I’ve been doing more interface sketching as I work on projects, and I’ve enjoyed allowing myself to just sketch rough ideas quickly instead of waiting until they’re solidified mentally first and then going directly into a document. These usually live in my paper notebook as well, but I’ll be doing this in Paper on the iPad (yes, ha ha, isn’t that adorable) which is my preferred drawing app. I’ve tried tons of them, and keep coming back to Paper, because it just feels the best. I’m intrigued by the development of that custom stylus for the app as well. I have a Bamboo stylus currently, but I’m hardly a fan. Having something that makes the act feel even more natural and less gimmicky is a huge plus for me.

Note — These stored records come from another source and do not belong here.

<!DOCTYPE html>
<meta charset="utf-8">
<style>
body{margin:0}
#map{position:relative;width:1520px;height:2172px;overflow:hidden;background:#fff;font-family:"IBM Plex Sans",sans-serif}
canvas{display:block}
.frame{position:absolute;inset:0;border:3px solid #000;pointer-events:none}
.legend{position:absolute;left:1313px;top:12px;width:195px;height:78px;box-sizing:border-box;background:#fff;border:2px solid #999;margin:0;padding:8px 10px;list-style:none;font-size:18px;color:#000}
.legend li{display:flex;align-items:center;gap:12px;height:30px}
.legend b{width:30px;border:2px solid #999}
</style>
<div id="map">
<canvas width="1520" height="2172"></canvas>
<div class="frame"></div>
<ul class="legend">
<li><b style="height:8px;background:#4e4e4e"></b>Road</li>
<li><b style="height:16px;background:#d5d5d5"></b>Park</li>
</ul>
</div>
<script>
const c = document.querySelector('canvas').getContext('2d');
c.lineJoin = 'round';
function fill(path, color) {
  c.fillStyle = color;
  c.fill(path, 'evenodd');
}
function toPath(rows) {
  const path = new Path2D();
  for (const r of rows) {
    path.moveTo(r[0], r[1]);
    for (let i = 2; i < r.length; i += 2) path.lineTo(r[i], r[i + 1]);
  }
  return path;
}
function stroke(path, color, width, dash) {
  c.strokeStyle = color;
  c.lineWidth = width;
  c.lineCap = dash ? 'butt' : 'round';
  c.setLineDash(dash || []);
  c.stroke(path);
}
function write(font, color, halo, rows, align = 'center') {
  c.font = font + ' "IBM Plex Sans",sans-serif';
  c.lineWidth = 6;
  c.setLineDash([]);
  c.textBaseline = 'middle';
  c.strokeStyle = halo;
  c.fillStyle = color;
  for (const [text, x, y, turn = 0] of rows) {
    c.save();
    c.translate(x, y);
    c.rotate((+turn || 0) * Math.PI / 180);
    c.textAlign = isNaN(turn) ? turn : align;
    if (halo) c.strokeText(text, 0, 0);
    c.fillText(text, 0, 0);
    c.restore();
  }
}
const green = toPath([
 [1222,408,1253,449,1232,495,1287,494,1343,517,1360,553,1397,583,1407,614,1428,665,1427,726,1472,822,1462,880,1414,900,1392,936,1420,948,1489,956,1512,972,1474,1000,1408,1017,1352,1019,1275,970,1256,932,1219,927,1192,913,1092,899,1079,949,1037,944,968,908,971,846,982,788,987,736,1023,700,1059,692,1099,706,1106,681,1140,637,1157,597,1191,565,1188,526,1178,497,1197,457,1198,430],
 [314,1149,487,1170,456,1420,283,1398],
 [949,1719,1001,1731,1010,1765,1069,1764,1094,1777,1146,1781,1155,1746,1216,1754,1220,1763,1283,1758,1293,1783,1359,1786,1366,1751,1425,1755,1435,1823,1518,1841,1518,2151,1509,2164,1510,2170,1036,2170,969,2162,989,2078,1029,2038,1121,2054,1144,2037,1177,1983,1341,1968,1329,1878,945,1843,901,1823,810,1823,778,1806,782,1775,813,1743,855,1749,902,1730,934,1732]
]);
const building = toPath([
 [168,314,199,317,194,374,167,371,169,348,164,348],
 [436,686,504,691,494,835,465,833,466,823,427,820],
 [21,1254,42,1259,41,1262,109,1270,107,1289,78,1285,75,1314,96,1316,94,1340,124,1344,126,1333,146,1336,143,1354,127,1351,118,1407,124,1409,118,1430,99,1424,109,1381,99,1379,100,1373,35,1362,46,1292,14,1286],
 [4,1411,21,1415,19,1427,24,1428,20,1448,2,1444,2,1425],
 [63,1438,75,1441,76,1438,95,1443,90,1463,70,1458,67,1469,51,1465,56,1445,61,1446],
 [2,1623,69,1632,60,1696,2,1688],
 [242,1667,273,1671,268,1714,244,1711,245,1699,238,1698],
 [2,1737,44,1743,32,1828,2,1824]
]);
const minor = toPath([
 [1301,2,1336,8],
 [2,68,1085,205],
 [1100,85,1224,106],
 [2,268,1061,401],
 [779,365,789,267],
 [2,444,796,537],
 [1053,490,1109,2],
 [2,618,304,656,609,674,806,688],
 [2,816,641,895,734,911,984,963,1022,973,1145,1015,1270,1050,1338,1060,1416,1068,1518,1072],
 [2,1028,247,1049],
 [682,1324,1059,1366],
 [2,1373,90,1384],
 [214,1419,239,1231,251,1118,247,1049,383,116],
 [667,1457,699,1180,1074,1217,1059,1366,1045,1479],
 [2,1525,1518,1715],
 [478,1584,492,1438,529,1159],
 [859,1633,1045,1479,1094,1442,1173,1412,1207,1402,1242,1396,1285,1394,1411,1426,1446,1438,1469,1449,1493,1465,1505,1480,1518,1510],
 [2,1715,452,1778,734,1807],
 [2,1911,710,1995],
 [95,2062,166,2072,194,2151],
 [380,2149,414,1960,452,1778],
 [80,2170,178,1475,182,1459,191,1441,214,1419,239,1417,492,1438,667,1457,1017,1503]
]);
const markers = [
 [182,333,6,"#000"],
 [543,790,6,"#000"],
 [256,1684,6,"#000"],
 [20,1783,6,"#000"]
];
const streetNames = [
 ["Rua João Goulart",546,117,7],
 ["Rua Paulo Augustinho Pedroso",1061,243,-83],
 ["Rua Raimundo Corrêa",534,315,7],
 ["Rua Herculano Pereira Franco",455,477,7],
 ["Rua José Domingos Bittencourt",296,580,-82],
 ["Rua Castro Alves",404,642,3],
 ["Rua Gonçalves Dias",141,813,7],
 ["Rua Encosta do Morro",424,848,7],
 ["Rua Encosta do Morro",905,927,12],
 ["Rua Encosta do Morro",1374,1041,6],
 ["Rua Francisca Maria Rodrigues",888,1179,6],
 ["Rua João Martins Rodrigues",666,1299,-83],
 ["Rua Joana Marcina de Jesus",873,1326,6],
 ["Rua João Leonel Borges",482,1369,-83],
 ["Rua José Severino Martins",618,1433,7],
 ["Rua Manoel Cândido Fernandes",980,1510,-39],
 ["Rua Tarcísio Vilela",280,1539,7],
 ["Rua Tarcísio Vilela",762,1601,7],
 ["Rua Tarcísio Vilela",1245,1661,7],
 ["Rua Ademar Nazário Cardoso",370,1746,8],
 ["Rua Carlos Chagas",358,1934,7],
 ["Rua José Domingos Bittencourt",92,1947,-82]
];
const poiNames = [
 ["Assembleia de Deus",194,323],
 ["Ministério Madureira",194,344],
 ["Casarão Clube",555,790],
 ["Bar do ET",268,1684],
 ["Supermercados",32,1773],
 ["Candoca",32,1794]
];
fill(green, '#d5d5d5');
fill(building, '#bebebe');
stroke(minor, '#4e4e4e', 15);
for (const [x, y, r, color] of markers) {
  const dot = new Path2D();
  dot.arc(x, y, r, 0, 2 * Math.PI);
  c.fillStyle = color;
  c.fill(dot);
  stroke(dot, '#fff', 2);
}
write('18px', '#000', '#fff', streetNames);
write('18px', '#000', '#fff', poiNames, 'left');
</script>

The other things that I’m looking forward to are the great music apps that come along with iOS. GarageBand and AmpKit are two that I really love to use, and there’s a host of other drum machines and sequencers/synth apps that are surprisingly good. I’m going to dive into Audiobus more this time around too, I think, and see how I can chain things together, ultimately ending in GarageBand for now (so I can move files back to the Mac in some cases). Granted, this is more of a secondary use case than the day to day productivity stuff, but it plays into the concept of the global notebook – a device that I always have, to capture and document (and in some cases expand on) my ideas.

I find that these things go in phases for me, so this may just be a new (old) phase. Either way, this device has incredible potential. I don’t think I’ve ever made a dedicated effort to use the iPad like this – I’ve always stopped short of going all the way. It’s important to note, though that I have no intention of replacing my Mac(s) with iOS; rather it’s a matter of choosing not only the right tool for the job, but the best tool. I’m excited to give it a shot with the Air.